Work request >>
Every line of the data below that holds the string "Suarez" needs to be reported.

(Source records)
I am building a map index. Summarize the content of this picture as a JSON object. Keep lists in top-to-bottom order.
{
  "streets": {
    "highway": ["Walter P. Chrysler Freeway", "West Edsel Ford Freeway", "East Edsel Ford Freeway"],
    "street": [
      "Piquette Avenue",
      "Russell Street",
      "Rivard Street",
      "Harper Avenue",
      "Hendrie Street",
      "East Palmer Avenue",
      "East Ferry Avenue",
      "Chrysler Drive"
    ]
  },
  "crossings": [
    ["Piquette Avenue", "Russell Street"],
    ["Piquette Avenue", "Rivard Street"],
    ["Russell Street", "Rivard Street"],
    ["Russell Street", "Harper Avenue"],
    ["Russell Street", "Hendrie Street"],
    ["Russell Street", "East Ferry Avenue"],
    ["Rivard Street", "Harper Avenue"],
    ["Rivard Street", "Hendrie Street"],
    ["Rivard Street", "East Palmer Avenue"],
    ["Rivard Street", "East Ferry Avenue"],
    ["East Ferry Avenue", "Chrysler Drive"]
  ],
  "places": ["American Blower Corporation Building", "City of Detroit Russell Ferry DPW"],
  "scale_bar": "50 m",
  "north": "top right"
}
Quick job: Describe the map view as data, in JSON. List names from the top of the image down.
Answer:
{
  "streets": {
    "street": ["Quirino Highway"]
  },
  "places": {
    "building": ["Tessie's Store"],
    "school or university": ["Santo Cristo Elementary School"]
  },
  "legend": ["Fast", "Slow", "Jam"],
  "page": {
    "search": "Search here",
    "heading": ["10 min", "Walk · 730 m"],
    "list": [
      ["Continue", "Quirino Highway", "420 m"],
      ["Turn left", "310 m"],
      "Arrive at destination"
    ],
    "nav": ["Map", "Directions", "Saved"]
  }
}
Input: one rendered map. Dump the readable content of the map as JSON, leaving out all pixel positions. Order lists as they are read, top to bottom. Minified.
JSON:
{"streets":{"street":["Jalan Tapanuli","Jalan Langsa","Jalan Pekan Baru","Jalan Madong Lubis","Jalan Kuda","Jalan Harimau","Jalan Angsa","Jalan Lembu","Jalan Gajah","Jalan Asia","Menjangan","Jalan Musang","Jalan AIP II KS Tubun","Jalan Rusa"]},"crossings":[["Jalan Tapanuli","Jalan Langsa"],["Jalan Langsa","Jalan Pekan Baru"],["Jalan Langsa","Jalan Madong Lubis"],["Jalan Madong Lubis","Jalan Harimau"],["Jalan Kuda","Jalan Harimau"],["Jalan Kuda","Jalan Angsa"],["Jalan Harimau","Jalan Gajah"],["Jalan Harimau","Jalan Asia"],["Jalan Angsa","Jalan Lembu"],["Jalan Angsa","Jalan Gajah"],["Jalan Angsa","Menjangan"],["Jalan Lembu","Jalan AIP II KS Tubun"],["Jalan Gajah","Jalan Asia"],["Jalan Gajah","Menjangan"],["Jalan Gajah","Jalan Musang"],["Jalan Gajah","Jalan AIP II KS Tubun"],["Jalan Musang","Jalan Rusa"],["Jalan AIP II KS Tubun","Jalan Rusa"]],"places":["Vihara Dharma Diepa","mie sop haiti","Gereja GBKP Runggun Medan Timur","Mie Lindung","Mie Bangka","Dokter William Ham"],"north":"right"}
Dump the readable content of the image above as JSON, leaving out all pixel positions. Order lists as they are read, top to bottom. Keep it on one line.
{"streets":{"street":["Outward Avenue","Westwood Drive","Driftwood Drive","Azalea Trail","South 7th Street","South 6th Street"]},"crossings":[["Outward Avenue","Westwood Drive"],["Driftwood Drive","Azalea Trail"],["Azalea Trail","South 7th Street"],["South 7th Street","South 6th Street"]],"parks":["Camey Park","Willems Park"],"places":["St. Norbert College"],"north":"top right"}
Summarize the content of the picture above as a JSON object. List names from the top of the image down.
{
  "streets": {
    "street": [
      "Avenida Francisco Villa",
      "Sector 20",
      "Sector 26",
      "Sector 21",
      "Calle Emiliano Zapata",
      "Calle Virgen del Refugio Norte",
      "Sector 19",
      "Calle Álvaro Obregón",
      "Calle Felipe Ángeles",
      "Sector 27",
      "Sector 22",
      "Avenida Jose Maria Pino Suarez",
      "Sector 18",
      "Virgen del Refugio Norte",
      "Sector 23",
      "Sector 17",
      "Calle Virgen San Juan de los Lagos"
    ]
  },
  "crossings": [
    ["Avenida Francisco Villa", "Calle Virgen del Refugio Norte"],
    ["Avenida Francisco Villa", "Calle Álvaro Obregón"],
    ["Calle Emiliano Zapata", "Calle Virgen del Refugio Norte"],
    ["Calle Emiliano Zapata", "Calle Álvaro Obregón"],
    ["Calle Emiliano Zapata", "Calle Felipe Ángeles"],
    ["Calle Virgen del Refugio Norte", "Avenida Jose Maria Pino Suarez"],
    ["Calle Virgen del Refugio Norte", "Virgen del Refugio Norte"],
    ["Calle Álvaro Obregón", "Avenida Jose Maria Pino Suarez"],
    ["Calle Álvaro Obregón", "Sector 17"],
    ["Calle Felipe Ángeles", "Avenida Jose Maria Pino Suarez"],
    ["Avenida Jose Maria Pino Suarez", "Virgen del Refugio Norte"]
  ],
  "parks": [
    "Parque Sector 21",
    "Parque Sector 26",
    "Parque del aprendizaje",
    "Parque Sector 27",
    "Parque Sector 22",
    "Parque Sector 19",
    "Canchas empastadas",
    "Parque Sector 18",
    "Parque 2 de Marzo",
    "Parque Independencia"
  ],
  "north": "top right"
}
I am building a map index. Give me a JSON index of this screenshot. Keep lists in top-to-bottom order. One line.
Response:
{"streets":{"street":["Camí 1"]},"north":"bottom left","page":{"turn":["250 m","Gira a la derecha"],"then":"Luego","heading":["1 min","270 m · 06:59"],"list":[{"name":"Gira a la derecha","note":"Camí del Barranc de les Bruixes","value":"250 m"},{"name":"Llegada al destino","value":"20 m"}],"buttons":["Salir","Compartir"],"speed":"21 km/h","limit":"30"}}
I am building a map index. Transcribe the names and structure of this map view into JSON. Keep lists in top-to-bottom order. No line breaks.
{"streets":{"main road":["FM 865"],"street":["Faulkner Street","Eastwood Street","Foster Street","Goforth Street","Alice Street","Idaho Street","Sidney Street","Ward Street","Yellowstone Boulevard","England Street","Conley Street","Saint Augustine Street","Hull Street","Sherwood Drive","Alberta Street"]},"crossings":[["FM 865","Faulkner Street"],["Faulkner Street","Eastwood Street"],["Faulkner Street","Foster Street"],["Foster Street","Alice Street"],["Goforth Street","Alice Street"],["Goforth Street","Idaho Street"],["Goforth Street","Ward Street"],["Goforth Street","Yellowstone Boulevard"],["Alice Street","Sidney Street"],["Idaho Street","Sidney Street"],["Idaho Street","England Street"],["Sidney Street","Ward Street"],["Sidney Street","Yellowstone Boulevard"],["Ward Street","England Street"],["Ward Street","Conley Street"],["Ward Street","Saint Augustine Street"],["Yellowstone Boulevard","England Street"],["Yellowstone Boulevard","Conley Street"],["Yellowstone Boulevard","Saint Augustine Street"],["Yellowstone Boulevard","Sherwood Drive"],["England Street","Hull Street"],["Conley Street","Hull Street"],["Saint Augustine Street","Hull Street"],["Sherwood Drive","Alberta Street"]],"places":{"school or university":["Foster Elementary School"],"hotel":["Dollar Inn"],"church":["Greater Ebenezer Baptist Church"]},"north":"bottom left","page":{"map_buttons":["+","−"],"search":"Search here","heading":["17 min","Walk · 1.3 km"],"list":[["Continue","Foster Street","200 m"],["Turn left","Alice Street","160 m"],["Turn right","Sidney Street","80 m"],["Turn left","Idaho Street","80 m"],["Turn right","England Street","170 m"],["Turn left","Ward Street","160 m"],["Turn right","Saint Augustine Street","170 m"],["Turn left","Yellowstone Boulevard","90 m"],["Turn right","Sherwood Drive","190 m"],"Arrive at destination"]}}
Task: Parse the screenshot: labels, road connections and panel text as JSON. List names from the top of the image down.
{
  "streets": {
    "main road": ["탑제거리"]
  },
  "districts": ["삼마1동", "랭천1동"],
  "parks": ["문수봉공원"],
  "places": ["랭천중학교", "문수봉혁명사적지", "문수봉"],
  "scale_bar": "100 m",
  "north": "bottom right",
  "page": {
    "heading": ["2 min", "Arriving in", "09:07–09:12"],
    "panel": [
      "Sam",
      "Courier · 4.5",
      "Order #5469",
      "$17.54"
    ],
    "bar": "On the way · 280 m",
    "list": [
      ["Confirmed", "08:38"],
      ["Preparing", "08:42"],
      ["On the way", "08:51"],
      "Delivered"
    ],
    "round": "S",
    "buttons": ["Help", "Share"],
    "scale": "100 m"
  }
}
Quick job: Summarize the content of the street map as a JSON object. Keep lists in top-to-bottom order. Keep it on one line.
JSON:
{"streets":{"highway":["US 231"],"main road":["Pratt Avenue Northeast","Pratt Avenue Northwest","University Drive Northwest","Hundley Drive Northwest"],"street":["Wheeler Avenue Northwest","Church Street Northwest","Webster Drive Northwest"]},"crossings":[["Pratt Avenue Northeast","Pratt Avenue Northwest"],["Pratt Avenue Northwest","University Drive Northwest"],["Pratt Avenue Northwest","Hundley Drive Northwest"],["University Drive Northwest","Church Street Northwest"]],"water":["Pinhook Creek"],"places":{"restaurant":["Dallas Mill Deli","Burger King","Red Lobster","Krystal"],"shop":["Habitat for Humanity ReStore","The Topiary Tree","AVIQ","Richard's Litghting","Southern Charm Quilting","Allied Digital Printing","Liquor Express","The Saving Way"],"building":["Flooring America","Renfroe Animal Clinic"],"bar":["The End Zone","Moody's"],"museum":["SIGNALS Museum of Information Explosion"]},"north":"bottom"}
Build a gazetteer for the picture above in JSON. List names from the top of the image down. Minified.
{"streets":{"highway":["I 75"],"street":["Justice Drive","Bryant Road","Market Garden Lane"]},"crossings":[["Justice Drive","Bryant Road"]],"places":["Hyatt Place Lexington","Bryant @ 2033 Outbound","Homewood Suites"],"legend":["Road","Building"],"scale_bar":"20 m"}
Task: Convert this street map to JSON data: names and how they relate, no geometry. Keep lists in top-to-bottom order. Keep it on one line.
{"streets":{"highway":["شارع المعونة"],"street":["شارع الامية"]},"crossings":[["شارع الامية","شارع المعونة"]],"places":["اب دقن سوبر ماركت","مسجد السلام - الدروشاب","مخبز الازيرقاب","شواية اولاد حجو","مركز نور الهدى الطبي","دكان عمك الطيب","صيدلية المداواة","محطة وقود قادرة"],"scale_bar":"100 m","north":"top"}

Output of the exercise >>
      "Avenida Jose Maria Pino Suarez",
    ["Calle Virgen del Refugio Norte", "Avenida Jose Maria Pino Suarez"],
    ["Calle Álvaro Obregón", "Avenida Jose Maria Pino Suarez"],
    ["Calle Felipe Ángeles", "Avenida Jose Maria Pino Suarez"],
    ["Avenida Jose Maria Pino Suarez", "Virgen del Refugio Norte"]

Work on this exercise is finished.